#### AVAILABLE RECORDS
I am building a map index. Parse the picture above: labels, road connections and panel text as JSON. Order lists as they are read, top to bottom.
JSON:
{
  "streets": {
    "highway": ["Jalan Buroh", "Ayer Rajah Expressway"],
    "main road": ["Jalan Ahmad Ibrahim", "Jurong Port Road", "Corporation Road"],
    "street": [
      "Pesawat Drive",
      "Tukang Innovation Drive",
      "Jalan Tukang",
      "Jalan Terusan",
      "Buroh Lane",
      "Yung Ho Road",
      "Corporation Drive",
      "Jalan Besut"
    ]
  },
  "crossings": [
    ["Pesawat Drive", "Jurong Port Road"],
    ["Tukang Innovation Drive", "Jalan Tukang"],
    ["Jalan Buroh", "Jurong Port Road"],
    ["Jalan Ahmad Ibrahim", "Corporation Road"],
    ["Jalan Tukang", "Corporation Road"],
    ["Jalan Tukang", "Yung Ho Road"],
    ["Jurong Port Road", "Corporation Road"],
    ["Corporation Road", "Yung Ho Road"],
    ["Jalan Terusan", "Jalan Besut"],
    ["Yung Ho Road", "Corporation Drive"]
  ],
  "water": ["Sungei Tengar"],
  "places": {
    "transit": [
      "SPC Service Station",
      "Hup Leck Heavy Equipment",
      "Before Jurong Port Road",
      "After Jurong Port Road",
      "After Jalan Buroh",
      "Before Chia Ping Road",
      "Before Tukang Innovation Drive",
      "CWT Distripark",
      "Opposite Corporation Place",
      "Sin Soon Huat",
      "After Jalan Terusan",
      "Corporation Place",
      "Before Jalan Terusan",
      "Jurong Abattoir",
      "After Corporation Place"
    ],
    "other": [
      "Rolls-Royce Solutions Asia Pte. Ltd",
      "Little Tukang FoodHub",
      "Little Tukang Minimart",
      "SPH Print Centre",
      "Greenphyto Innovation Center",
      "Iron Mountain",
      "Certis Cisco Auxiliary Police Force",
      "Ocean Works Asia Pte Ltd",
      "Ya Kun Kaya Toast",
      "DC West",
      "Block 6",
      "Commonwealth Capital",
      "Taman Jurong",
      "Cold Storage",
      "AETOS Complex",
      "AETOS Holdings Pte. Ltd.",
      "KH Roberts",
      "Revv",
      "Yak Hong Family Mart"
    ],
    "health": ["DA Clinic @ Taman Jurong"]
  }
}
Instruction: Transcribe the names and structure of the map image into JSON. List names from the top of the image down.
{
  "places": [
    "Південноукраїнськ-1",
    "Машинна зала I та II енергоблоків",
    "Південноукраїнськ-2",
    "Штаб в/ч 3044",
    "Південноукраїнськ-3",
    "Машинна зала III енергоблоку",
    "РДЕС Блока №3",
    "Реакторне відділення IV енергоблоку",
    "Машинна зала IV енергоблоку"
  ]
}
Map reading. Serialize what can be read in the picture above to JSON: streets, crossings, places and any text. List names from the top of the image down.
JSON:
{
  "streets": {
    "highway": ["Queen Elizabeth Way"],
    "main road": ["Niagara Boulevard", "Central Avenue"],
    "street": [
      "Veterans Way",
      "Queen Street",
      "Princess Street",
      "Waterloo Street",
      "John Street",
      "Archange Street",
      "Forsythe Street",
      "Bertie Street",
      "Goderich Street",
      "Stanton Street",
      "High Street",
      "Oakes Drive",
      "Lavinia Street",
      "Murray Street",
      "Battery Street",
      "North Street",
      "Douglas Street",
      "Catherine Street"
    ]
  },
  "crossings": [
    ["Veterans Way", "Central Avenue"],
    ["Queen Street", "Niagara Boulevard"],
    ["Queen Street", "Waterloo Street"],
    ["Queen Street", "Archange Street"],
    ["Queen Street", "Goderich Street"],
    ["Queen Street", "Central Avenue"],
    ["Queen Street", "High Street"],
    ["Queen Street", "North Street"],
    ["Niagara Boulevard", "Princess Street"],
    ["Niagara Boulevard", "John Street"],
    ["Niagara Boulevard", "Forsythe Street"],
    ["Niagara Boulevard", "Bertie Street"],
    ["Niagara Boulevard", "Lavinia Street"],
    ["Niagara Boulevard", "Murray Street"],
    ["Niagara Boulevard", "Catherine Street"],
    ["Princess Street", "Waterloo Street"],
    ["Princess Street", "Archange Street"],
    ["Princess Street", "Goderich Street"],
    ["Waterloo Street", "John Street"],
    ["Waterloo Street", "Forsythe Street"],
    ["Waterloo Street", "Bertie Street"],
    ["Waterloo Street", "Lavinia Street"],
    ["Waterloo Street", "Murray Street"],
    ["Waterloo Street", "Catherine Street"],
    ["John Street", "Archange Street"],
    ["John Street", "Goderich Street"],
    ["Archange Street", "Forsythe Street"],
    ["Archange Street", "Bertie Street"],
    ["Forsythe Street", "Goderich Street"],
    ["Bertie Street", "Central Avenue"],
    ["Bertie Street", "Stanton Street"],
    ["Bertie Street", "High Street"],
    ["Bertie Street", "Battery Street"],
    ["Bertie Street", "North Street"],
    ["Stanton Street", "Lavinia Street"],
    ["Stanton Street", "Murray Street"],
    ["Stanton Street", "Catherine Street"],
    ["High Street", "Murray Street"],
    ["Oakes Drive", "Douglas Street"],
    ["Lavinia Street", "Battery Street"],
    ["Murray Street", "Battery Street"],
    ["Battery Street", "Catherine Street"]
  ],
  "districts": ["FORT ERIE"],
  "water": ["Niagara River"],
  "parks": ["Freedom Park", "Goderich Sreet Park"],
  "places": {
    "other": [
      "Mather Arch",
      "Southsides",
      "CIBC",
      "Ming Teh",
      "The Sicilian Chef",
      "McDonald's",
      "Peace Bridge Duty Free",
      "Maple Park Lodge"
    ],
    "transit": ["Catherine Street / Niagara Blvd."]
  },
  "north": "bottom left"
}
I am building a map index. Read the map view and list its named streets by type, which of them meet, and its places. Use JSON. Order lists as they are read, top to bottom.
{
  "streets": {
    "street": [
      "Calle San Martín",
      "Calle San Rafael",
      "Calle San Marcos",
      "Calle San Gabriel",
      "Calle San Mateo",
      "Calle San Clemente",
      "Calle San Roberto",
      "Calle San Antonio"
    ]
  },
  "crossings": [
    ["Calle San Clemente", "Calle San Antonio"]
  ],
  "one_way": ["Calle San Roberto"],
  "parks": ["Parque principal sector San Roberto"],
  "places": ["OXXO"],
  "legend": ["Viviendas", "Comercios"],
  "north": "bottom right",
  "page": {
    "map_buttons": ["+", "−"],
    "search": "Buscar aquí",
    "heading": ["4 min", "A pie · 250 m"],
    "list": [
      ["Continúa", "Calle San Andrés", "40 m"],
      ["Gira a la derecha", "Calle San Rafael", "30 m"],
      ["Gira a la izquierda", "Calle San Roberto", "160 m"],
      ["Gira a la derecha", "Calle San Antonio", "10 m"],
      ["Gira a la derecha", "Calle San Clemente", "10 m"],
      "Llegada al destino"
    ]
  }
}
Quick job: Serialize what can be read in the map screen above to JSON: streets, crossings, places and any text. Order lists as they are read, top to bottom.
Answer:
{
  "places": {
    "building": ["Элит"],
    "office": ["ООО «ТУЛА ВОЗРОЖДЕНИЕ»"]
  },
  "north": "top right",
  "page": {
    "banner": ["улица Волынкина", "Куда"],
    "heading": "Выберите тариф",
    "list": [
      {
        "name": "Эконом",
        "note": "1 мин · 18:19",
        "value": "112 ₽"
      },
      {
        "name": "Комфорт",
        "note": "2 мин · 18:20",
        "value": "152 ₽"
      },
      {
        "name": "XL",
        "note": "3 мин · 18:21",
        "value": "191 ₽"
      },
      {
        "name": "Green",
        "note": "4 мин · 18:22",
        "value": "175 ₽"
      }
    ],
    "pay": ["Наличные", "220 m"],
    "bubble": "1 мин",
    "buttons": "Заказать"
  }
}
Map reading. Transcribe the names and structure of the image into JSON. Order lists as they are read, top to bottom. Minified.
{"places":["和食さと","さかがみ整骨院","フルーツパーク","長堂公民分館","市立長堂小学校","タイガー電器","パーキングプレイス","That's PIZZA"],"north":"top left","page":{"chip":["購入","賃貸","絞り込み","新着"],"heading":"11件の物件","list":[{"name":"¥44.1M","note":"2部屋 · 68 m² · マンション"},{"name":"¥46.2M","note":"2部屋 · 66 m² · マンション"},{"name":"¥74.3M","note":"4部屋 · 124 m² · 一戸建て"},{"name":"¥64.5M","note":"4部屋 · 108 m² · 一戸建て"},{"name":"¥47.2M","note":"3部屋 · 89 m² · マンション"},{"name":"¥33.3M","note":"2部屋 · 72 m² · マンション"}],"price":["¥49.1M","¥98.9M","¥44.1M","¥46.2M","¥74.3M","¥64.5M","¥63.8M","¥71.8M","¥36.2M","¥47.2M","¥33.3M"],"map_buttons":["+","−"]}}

#### TASK GOAL
Copy out each line of the data where the string "main" appears.

#### ANSWER SPACE
    "main road": ["Jalan Ahmad Ibrahim", "Jurong Port Road", "Corporation Road"],
    "main road": ["Niagara Boulevard", "Central Avenue"],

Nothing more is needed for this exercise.